Sunday, October 02, 2011

Nobels for 2011


Nevertheless, the figures do give a general indication of the gulf that separates the US from the rest of the world, one that is likely to continue this year according to [David] Pendlebury. He has tipped a number of US teams as possible winners including Robert Langer and Joseph Vacanti, both based in Boston, for their work on tissue engineering; Sajeev John (Toronto, Canada) and Eli Yablonovitch (Berkeley, California) for work on photonics; and Allen Bard (Austin, Texas) for his work on scanning electrochemical microscopy.

Pendlebury cautioned care about betting on his predictions, however. "If you only consider the top 0.1% of the most cited scientists in the world, that includes more than 1,000 researchers," added Pendlebury. "You can narrow it down but it gets harder and harder to differentiate their contributions. In the end, it rests with the individual preferences of Nobel committee members. Nobels are currently dominated by US scientists. However, US investment in the physical sciences is no longer as robust as its investment in biological and medical sciences, so I think in the next decade or so we will begin to see many more Nobel Prize winners from Asia."

And, related to DNA profiling:

As to his own hopes for this week's prizes, Pendlebury admitted to a couple of favourites.
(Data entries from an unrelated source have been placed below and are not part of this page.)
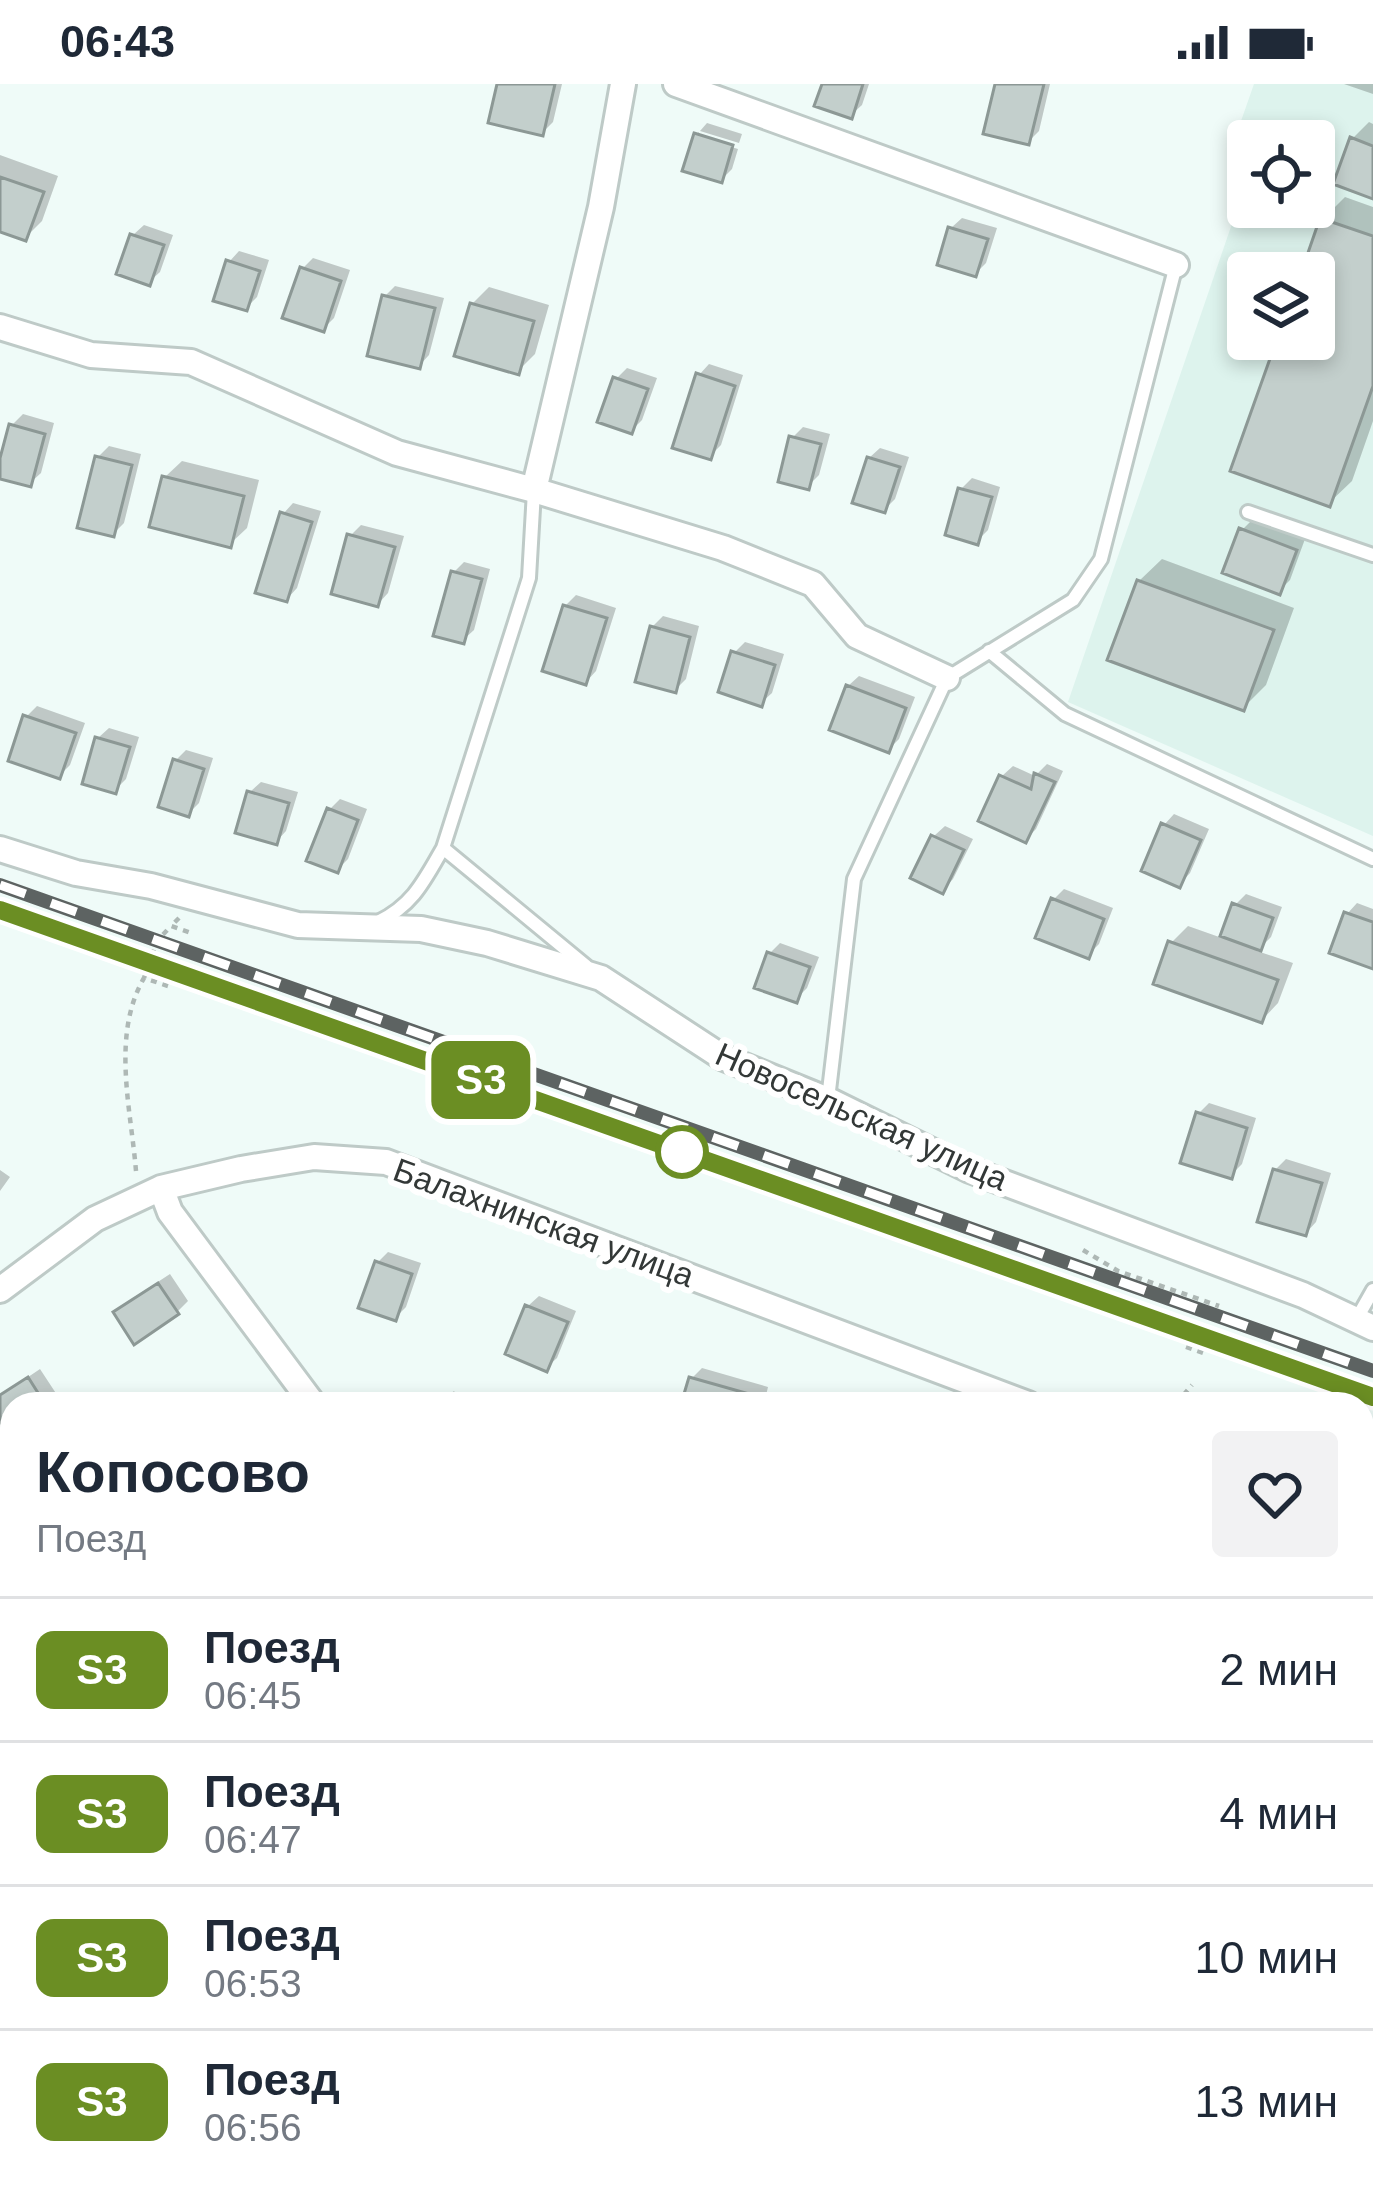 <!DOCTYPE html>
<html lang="ru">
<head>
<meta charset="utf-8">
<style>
  body { margin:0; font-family:Helvetica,sans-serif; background:#f2f2f3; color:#1f2937; height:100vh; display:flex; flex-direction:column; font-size:45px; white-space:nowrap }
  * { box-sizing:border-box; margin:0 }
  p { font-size:39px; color:#747a83 }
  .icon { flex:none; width:66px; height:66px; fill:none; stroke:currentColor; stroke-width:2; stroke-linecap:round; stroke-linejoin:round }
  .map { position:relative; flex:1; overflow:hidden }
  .sheet { position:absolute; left:0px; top:1308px; width:1374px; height:807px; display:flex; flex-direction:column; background:#fff; border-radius:36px 36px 0 0; box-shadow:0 6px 18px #0003 }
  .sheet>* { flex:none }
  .badge { padding:0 24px; border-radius:18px; font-size:42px; line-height:78px }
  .tools { position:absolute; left:1227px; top:36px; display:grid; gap:24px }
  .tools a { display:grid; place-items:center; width:108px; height:108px; border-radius:12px; background:#fff; box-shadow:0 6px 18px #0003; font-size:60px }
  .map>.badge { position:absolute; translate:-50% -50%; box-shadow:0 0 0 6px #fff }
  .round { display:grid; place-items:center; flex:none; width:126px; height:126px; border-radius:12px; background:#f2f2f3 }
  .overview { display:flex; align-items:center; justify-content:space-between; height:204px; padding:0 36px }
  h1 { font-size:57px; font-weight:800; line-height:90px }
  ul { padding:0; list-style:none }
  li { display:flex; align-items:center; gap:36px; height:144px; padding:0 36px; border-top:3px solid #e0e1e3 }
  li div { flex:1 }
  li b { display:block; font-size:45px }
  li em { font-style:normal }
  li .badge { min-width:132px; font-weight:700; text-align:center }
  .status { display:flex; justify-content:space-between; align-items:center; height:84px; padding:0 60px; background:#fff; direction:ltr }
  .status svg { height:33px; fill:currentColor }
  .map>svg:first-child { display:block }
  .built { fill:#ddf3ed; fill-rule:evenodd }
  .shadow { fill:#0003 }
  .building { fill:#c3cfcc; stroke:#8c9895; stroke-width:3 }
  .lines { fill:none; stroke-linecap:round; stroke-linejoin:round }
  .lane-casing { stroke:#becac7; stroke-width:18 }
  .street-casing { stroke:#becac7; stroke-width:30 }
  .secondary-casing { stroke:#becac7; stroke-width:42 }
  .path { stroke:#aeb8b5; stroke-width:4.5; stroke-dasharray:6 6; stroke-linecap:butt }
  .lane { stroke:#fff; stroke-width:12 }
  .street { stroke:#fff; stroke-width:24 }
  .secondary { stroke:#fff; stroke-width:36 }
  .rail-casing { stroke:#5d6362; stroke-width:14 }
  .rail { stroke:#fff; stroke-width:9; stroke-dasharray:27; stroke-linecap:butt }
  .line-casing { stroke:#fff; stroke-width:27 }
  .line { stroke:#6b8e23; stroke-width:18 }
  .stop-dot { fill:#fff; stroke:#6b8e23; stroke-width:6 }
  .labels { text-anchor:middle; stroke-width:12; stroke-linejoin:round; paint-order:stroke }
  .street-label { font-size:33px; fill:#333837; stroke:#fff }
</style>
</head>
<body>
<div class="status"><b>06:43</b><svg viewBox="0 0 49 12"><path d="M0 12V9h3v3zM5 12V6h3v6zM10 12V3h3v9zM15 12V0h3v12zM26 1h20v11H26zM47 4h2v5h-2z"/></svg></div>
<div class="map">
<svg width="1373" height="2113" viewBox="0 0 1373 2113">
  <rect width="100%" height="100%" fill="#effbf8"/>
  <path class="built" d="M1254,0H1373V752L1068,618L1248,93V123H1314V57H1248V83L1228,74ZM1248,189H1314V255H1248Z"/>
  <path class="shadow" d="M500,0H562L553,38L542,49Z
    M825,0H869L862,21L851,31Z
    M999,0H1050L1039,47L1028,58Z
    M1344,0H1373V10Z
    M1369,38L1373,40V112L1352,55Z
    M707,39L742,50L739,59L700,47Z
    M699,48V53L738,65L732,85L721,96L697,50Z
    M0,71L58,92L42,137L25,154L0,145Z
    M1345,113L1373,123V337L1352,397L1329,419L1280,255H1314V189H1304L1323,135Z
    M962,134L997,144L986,179L975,190L951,144Z
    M144,141L173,151L160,188L149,198L133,151Z
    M239,167L269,176L257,213L246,224L229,178Z
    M313,174L350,186L334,234L323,245L302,185Z
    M395,202L444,214L429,271L419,282L385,212Z
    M489,203L549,221L535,270L518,287L472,220Z
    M709,280L743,291L721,361L710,372L699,291Z
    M627,284L657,294L642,336L631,347L616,295Z
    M23,330L54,339L41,389L30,399L0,392L12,341Z
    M803,343L830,350L819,391L808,402L792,354Z
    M109,362L141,370L124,439L113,450L98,373Z
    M880,364L909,373L895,415L884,426L869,374Z
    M182,377L259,396L247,444L230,460L165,393Z
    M972,394L1000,403L988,446L977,457L961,405Z
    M293,419L321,427L297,504L287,515L283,430Z
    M1253,435L1305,455L1290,496L1279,507L1242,446Z
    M361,441L404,452L388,509L378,520L350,452Z
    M1162,475L1294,524L1266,601L1243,624L1139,497Z
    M464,478L490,485L474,546L463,556L453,489Z
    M576,511L616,524L596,587L586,598L565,522Z
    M663,532L699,542L686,595L675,606L652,543Z
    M745,558L784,570L772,609L761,619L734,569Z
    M859,592L915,613L899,655L888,666L848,602Z
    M37,622L85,639L70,681L59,692L26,633Z
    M109,644L139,653L126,695L115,706L98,654Z
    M186,666L213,674L199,719L188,730L176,676Z
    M1047,680L1063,687L1036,745L1025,756L982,735L1002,692L1013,682L1035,692Z
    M261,698L298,708L286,747L276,758L250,708Z
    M340,715L367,725L348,775L338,785L329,726Z
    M1174,730L1209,745L1190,789L1180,800L1164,741Z
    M945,742L973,755L953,795L943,806L934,752Z
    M1064,805L1113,824L1099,860L1088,871L1053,816Z
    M1246,810L1282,823L1271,853L1257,867L1293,879L1278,919L1262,936L1171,859L1188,842L1222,854L1235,821Z
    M1357,819L1373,825V882L1347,830Z
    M780,859L819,873L807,904L796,915L769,870Z
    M1209,1019L1256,1034L1242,1080L1231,1091L1198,1030Z
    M1286,1075L1331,1089L1316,1138L1306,1149L1275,1086Z
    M0,1086L10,1093L0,1107Z
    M388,1168L421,1179L406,1223L395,1234L377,1179Z
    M170,1190L188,1217L177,1228L116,1229L127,1218Z
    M539,1212L576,1227L557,1274L546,1284L528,1222Z
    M702,1284L768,1303L764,1320H684L691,1295Z
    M40,1285L63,1320H12V1349L0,1331V1312Z
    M454,1307L463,1320H436Z
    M1362,1492L1373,1497V1512L1362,1533Z
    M7,1812L12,1819V1856L0,1864V1816Z
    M376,2103H463L464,2106L457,2113H383Z
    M660,2103H697L683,2113H667Z
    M1188,2103H1221L1206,2113H1195Z"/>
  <path class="building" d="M497,0H555L543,52L488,39Z
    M822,0H863L852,35L814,22Z
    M995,0H1044L1029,61L983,50Z
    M694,49L733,61L722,99L682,87Z
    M1350,53L1373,62V115L1333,100Z
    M0,93L44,108L26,157L0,148Z
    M1320,134L1373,152V302L1330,423L1230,387L1277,255H1314V189H1301Z
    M948,143L988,155L976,193L937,181Z
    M130,150L164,161L150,202L116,190Z
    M226,176L260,187L247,227L213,217Z
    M300,183L341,197L324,248L282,234Z
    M382,211L435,224L420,285L367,272Z
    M470,219L534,237L519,291L454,272Z
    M696,289L735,302L711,376L672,364Z
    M613,293L648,305L632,350L597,338Z
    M9,340L45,350L31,403L0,395V374Z
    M789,352L821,360L809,406L778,398Z
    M95,372L132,381L114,453L77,444Z
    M867,373L900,383L885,429L852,419Z
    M162,392L244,412L231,464L149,443Z
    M958,404L992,413L978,461L945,451Z
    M280,428L312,438L287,518L255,509Z
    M1239,444L1297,466L1280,511L1222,489Z
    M347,450L395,463L378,523L331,510Z
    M451,487L482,495L464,560L433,552Z
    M1137,496L1274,546L1244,627L1107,576Z
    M563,521L607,534L586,601L542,587Z
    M650,542L690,553L676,609L635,598Z
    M731,567L775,581L762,623L718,608Z
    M846,601L906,624L889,669L829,646Z
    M23,631L76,649L60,695L8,677Z
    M95,653L130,663L116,710L82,700Z
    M173,675L204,685L189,733L158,723Z
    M1034,689L1055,698L1026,759L978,737L999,691L1031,705Z
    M247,707L289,719L277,761L235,749Z
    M327,724L358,736L338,789L306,777Z
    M1161,739L1201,756L1180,804L1141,787Z
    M931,751L964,766L943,810L910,794Z
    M1051,814L1104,835L1089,875L1035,854Z
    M1232,819L1273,834L1261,867L1220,852Z
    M1344,828L1373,838V885L1329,869Z
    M1168,857L1278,896L1262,939L1153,900Z
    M767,868L810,883L797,919L754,904Z
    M1196,1028L1247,1044L1232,1095L1180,1079Z
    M1273,1085L1322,1099L1306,1152L1257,1138Z
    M375,1177L412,1190L396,1237L358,1224Z
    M158,1199L179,1230L134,1261L113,1228Z
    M525,1221L568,1238L547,1288L505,1270Z
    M28,1293L45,1320H12V1355L0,1337V1311Z
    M689,1293L760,1313L758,1320H681Z
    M12,1474V1513L0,1521V1482Z
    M1370,1950L1373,1955V1999L1362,2006V1955Z
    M93,2103H155L140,2113H99Z
    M373,2103H436L442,2113H379Z
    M902,2103H981L967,2113H909Z"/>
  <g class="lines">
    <g class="lane-casing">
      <path id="lane" d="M1248,428L1373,471
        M989,567L1065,630L1373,775
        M443,764L586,882
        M378,838C413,821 424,797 443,764L529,494L534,407
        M828,1015L854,795L947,594L1073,516L1101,475L1176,181
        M1356,1236L1373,1206"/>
    </g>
    <g class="street-casing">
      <path id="street" d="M676,0L1176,181
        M0,243L91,271L191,278L397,369L534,406L723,464L813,500L857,552L947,594
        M534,406L601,123L623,0
        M0,765L76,789L151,802L298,841L421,845L487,859L601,894L722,973L828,1016L970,1086L1303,1211L1373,1244
        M161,1104L170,1128L313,1320
        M0,1206L95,1135L161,1104L241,1085L314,1073L386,1078L1028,1320
        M1362,1443L1373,1447
        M831,2103L837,2113
        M1337,2103L1343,2113"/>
    </g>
    <g class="secondary-casing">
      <path id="secondary" d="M0,1683L12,1701
        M279,2103L285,2113"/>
    </g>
    <path class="path" d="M179,834L171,842L194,850
      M144,894L157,857L171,842
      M136,1087C131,1025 111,951 144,894L168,902
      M1083,1166L1118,1187L1219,1222
      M1186,1263L1203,1269
      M1176,1320L1192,1301"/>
    <use href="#lane" class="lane"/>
    <use href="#street" class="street"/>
    <use href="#secondary" class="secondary"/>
    <g class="rail-casing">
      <path id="rail" d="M0,801L1373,1287
        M0,826L1373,1312"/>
    </g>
    <use href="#rail" class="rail"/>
  </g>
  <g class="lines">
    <g class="line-casing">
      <path id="line" d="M0,826L1373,1313"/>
    </g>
    <use href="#line" class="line"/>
  </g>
  <circle class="stop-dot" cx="682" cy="1068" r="24"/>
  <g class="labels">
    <g class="street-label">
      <text transform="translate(862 1032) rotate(24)" y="12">Новосельская улица</text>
      <text transform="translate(544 1138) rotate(20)" y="12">Балахнинская улица</text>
    </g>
  </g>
</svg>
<div class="tools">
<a><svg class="icon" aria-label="locate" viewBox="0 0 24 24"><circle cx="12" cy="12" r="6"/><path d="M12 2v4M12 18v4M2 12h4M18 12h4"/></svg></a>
<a><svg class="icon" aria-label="layers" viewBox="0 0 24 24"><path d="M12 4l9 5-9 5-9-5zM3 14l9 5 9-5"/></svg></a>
</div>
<b class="badge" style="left:481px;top:996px;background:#6b8e23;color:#fff">S3</b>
<section class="sheet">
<div class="overview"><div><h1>Копосово</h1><p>Поезд</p></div><a class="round"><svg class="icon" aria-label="heart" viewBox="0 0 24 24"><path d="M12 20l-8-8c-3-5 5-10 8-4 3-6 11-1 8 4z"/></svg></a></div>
<ul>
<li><span class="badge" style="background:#6b8e23;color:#fff">S3</span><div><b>Поезд</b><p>06:45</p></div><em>2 мин</em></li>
<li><span class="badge" style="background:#6b8e23;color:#fff">S3</span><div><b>Поезд</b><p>06:47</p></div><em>4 мин</em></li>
<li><span class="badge" style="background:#6b8e23;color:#fff">S3</span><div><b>Поезд</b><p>06:53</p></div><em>10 мин</em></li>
<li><span class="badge" style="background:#6b8e23;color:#fff">S3</span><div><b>Поезд</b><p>06:56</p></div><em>13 мин</em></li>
</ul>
</section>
</div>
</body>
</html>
One is Sir Alec Jeffreys, the Leicester University biochemist who, in 1984, developed the techniques of DNA fingerprinting and profiling that have transformed forensic science.

Cross-reference: Comment: Frye after Daubert: The Role of Scientists in Admissibility Issues As Seen through Analysis of the DNA Profiling Cases, University of Chicago Roundtable, Volume 1.

Update: As to medicine in 2011: The Nobel committee says American Bruce Beutler and Luxembourg-born scientist Jules Hoffmann have shared the 2011 Nobel Prize in medicine with Canadian-born Ralph Steinman.